__What is being asked__
Could you transcribe each record below exactly as written, setting the pictures aside?

__Records provided__
((
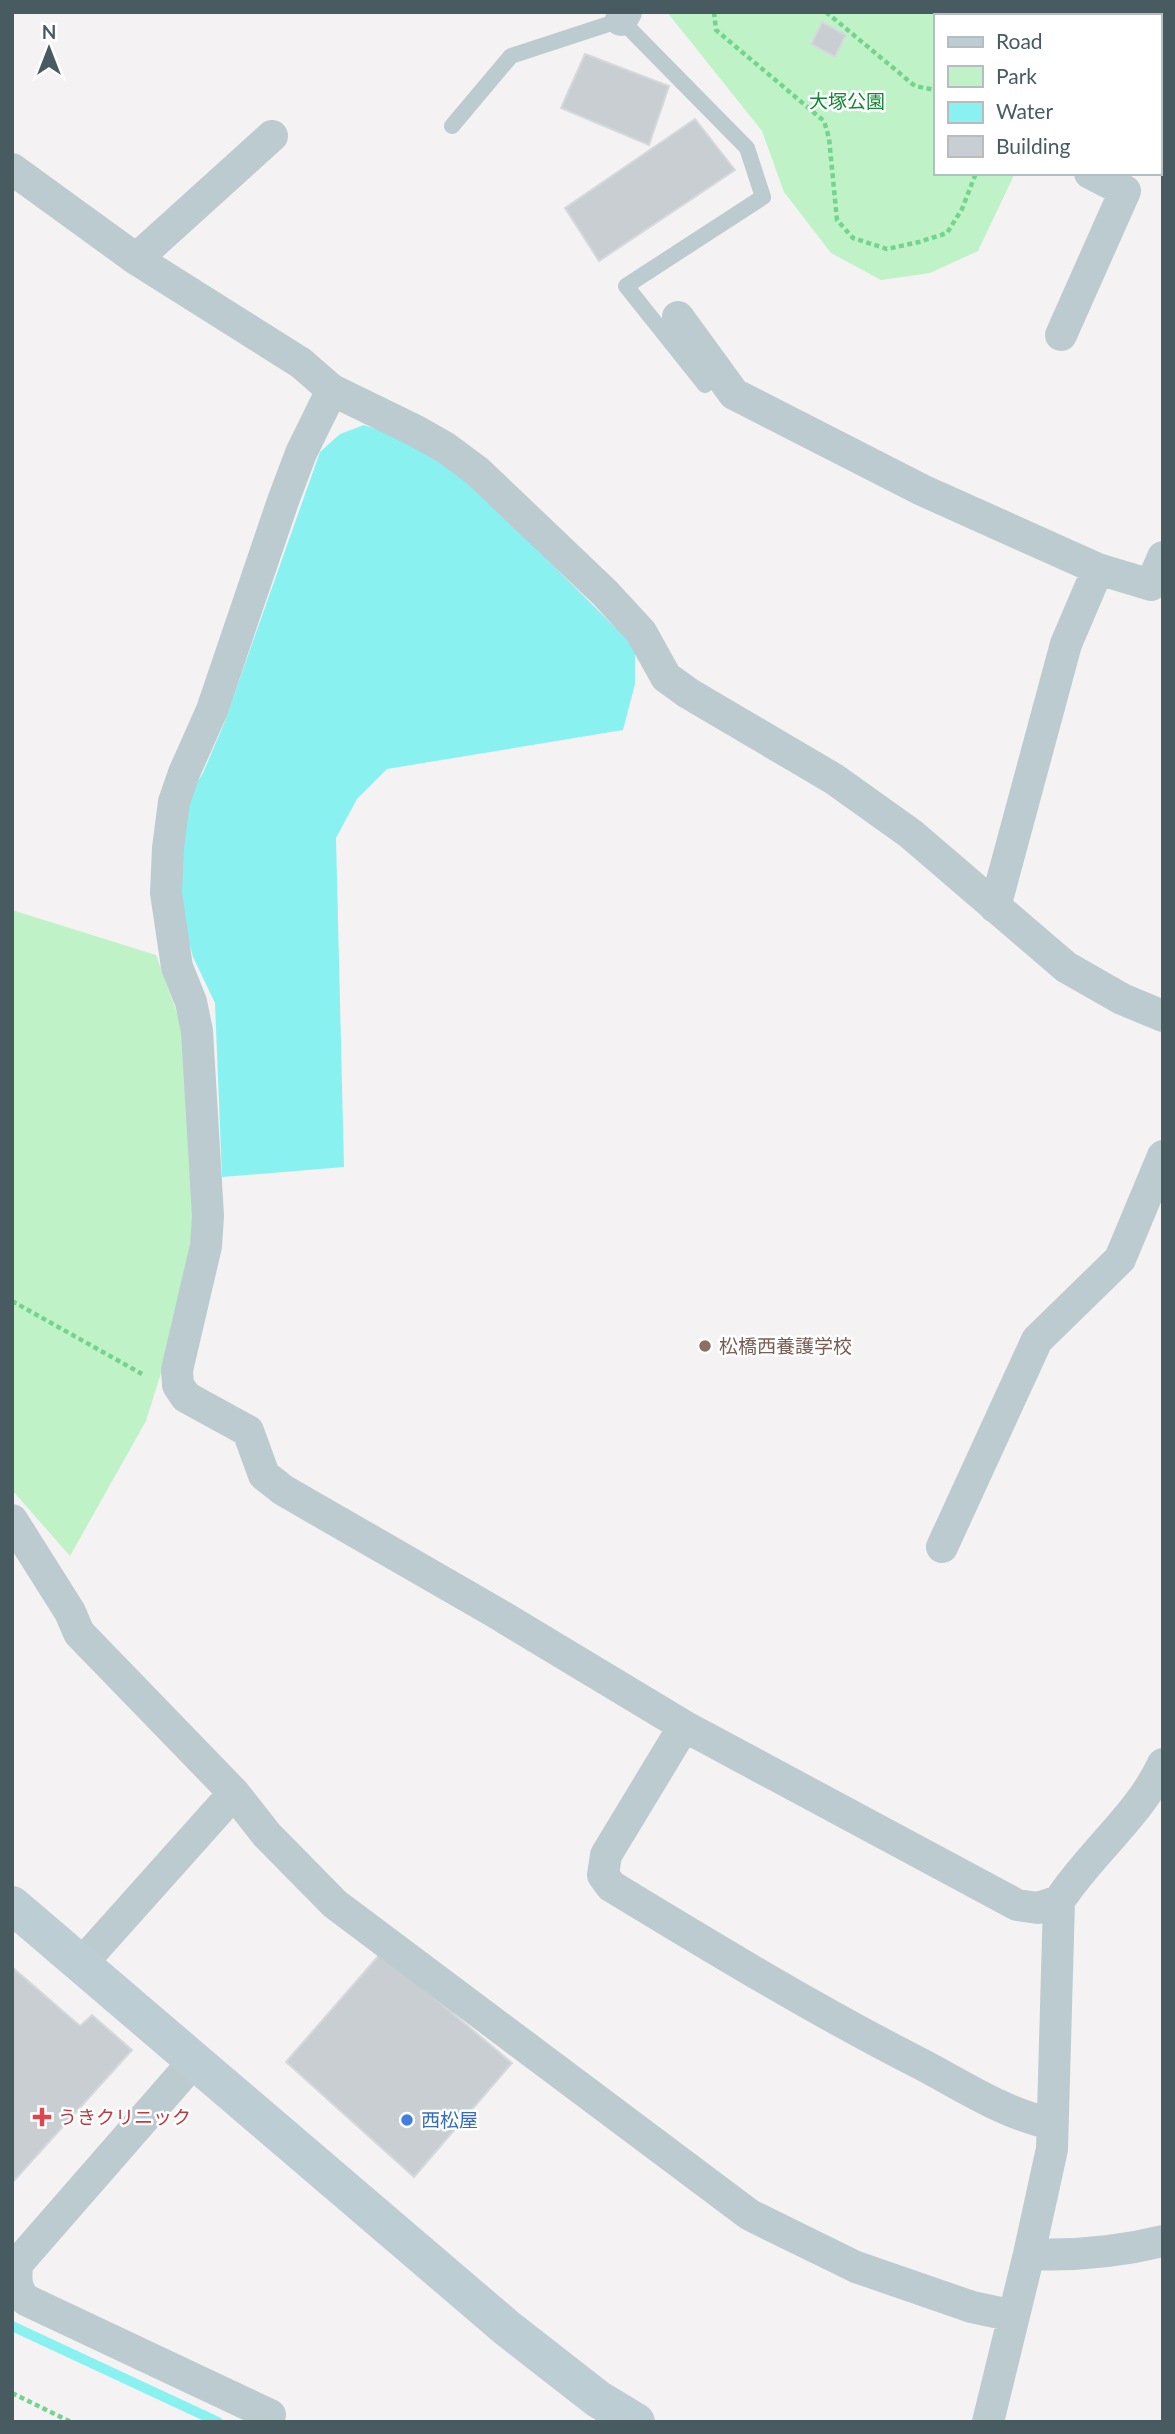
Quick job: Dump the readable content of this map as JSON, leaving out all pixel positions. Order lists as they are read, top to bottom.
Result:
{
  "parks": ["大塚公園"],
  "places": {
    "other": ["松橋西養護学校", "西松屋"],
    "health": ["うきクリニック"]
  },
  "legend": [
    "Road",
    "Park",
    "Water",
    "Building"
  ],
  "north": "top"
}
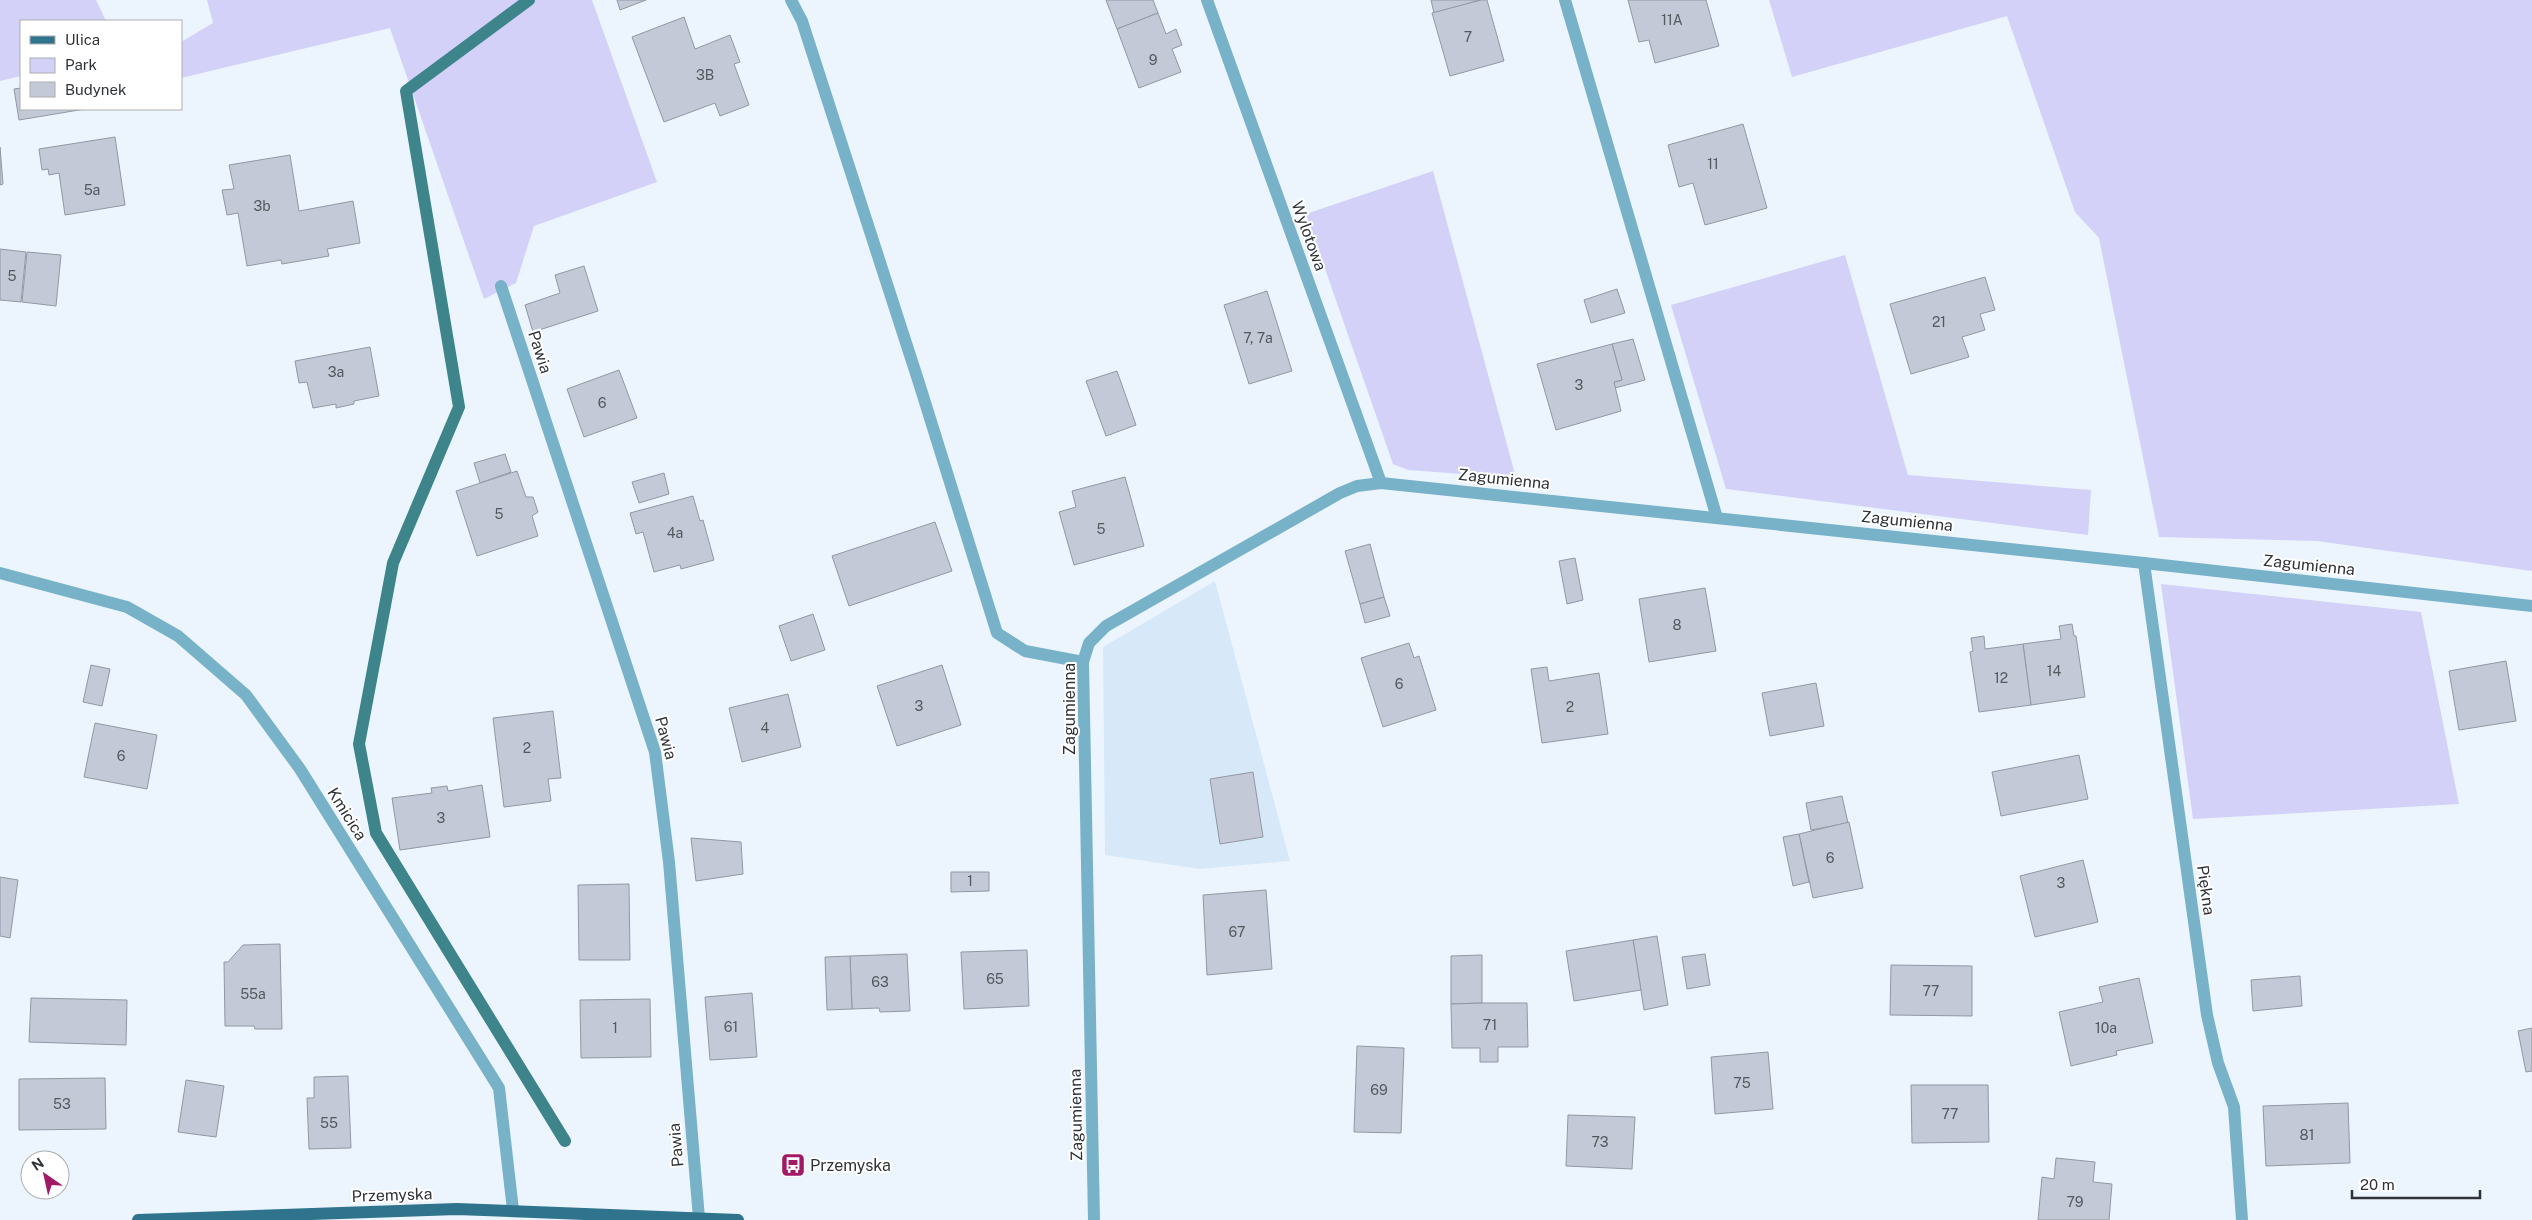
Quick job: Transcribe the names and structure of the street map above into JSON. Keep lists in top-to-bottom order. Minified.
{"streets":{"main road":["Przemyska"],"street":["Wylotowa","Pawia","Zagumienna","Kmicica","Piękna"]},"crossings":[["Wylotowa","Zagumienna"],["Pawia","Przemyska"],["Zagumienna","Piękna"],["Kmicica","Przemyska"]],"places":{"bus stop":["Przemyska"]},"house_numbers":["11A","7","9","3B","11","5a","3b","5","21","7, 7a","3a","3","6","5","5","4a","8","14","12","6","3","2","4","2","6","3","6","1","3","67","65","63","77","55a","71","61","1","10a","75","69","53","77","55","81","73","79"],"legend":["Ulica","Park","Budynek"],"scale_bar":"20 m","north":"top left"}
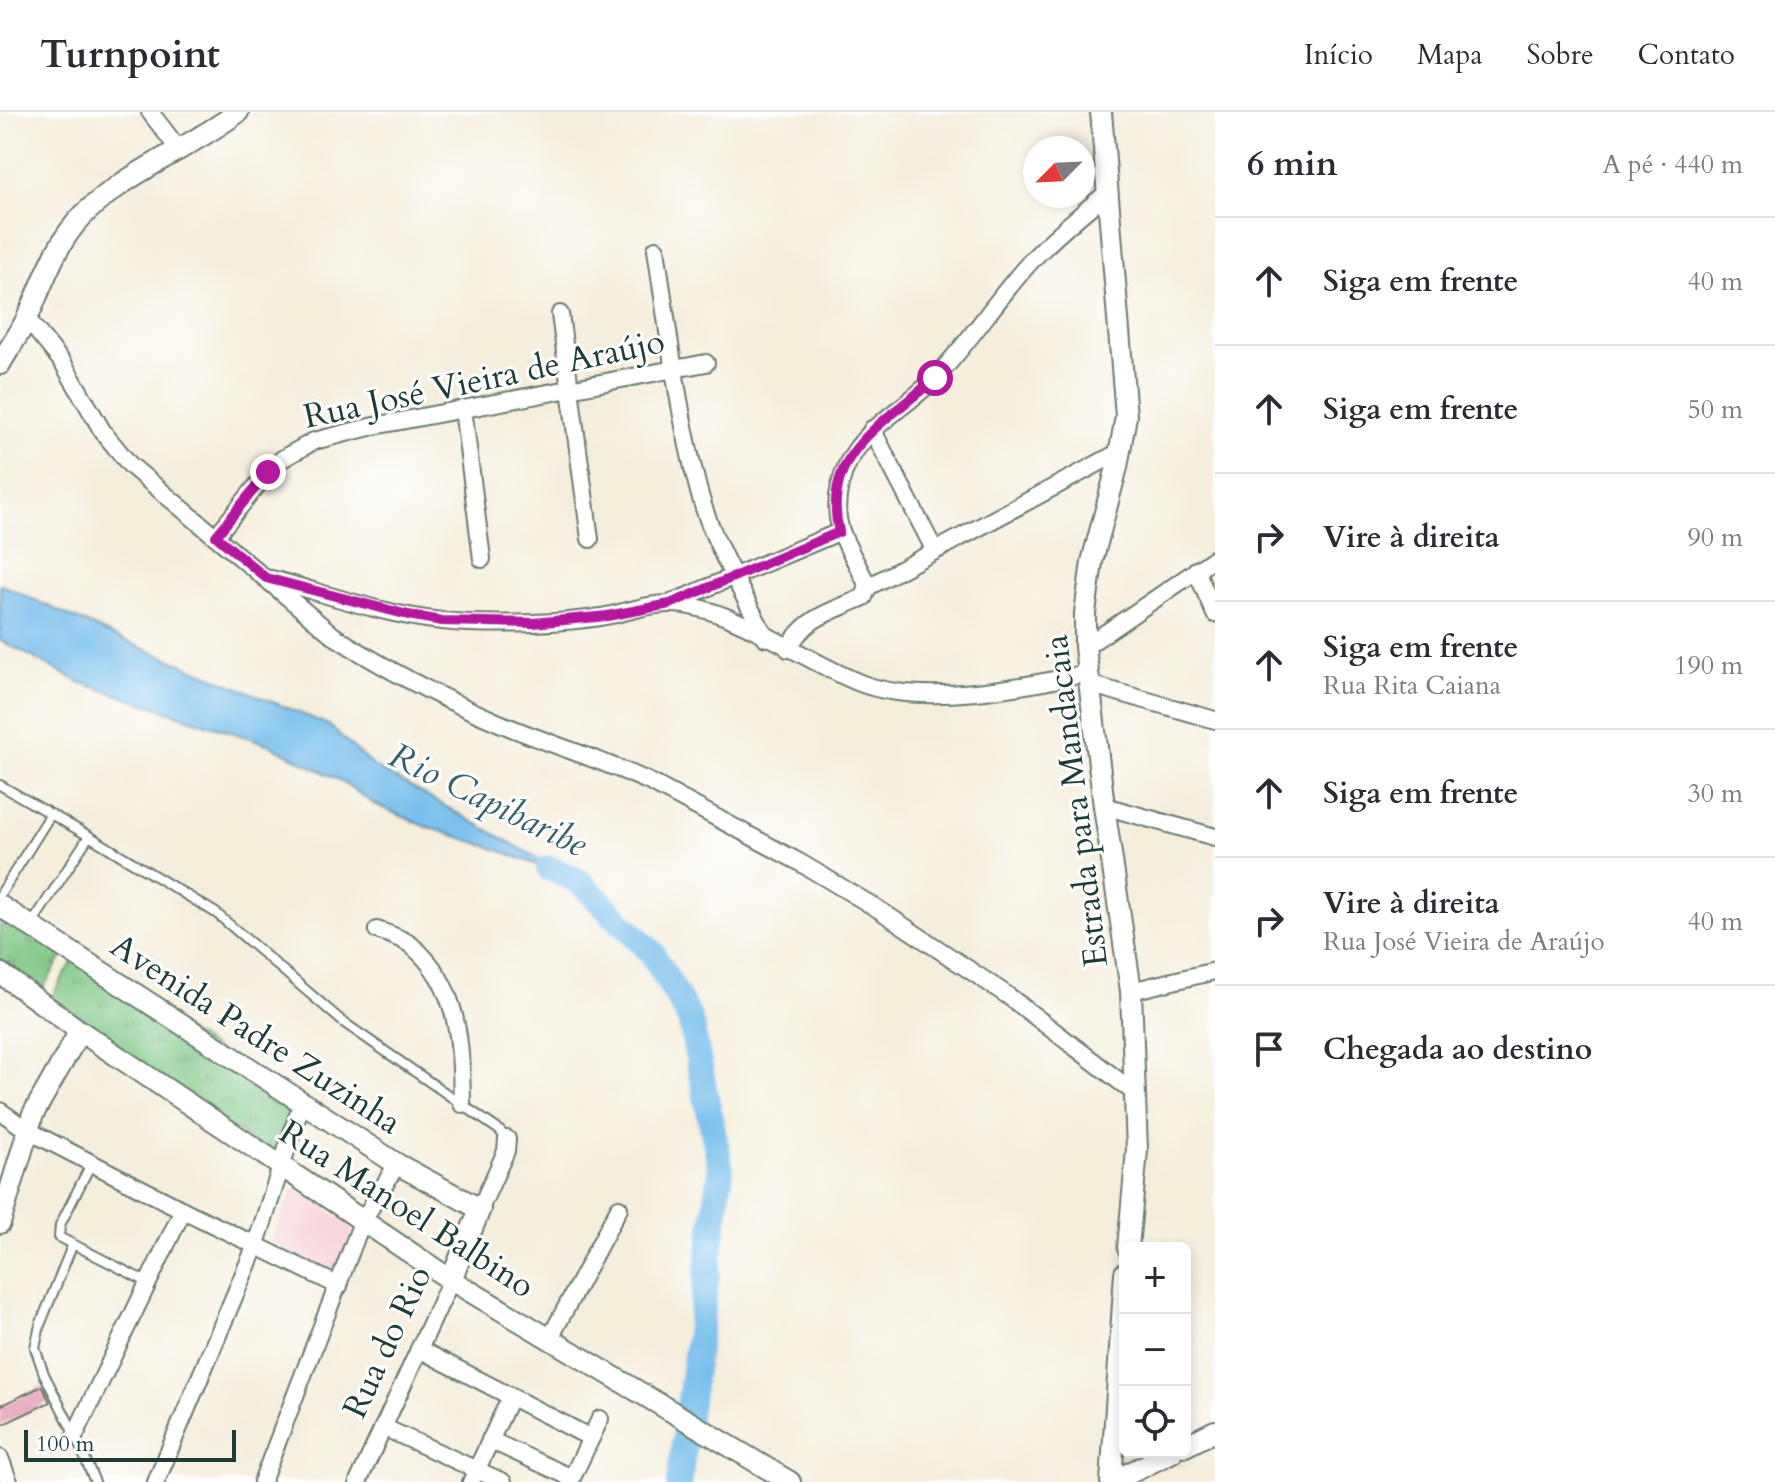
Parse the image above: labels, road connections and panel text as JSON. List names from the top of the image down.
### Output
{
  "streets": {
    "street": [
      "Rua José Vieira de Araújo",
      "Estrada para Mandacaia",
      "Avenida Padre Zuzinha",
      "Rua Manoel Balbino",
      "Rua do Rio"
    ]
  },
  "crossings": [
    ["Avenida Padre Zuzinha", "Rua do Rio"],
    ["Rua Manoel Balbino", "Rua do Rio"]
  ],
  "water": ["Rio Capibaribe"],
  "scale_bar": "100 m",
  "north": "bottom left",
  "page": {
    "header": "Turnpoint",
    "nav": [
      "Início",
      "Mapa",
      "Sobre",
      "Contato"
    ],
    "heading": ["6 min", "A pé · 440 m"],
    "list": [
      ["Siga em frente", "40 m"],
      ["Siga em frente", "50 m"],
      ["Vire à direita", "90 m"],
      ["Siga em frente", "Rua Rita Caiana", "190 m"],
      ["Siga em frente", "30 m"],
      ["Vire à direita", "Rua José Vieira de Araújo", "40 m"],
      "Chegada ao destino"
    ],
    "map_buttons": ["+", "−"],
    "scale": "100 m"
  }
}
))
__Solved problem__
Quick job: Dump the readable content of this map as JSON, leaving out all pixel positions. Order lists as they are read, top to bottom.
Result:
{
  "parks": ["大塚公園"],
  "places": {
    "other": ["松橋西養護学校", "西松屋"],
    "health": ["うきクリニック"]
  },
  "legend": [
    "Road",
    "Park",
    "Water",
    "Building"
  ],
  "north": "top"
}
Quick job: Transcribe the names and structure of the street map above into JSON. Keep lists in top-to-bottom order. Minified.
{"streets":{"main road":["Przemyska"],"street":["Wylotowa","Pawia","Zagumienna","Kmicica","Piękna"]},"crossings":[["Wylotowa","Zagumienna"],["Pawia","Przemyska"],["Zagumienna","Piękna"],["Kmicica","Przemyska"]],"places":{"bus stop":["Przemyska"]},"house_numbers":["11A","7","9","3B","11","5a","3b","5","21","7, 7a","3a","3","6","5","5","4a","8","14","12","6","3","2","4","2","6","3","6","1","3","67","65","63","77","55a","71","61","1","10a","75","69","53","77","55","81","73","79"],"legend":["Ulica","Park","Budynek"],"scale_bar":"20 m","north":"top left"}
Parse the image above: labels, road connections and panel text as JSON. List names from the top of the image down.
### Output
{
  "streets": {
    "street": [
      "Rua José Vieira de Araújo",
      "Estrada para Mandacaia",
      "Avenida Padre Zuzinha",
      "Rua Manoel Balbino",
      "Rua do Rio"
    ]
  },
  "crossings": [
    ["Avenida Padre Zuzinha", "Rua do Rio"],
    ["Rua Manoel Balbino", "Rua do Rio"]
  ],
  "water": ["Rio Capibaribe"],
  "scale_bar": "100 m",
  "north": "bottom left",
  "page": {
    "header": "Turnpoint",
    "nav": [
      "Início",
      "Mapa",
      "Sobre",
      "Contato"
    ],
    "heading": ["6 min", "A pé · 440 m"],
    "list": [
      ["Siga em frente", "40 m"],
      ["Siga em frente", "50 m"],
      ["Vire à direita", "90 m"],
      ["Siga em frente", "Rua Rita Caiana", "190 m"],
      ["Siga em frente", "30 m"],
      ["Vire à direita", "Rua José Vieira de Araújo", "40 m"],
      "Chegada ao destino"
    ],
    "map_buttons": ["+", "−"],
    "scale": "100 m"
  }
}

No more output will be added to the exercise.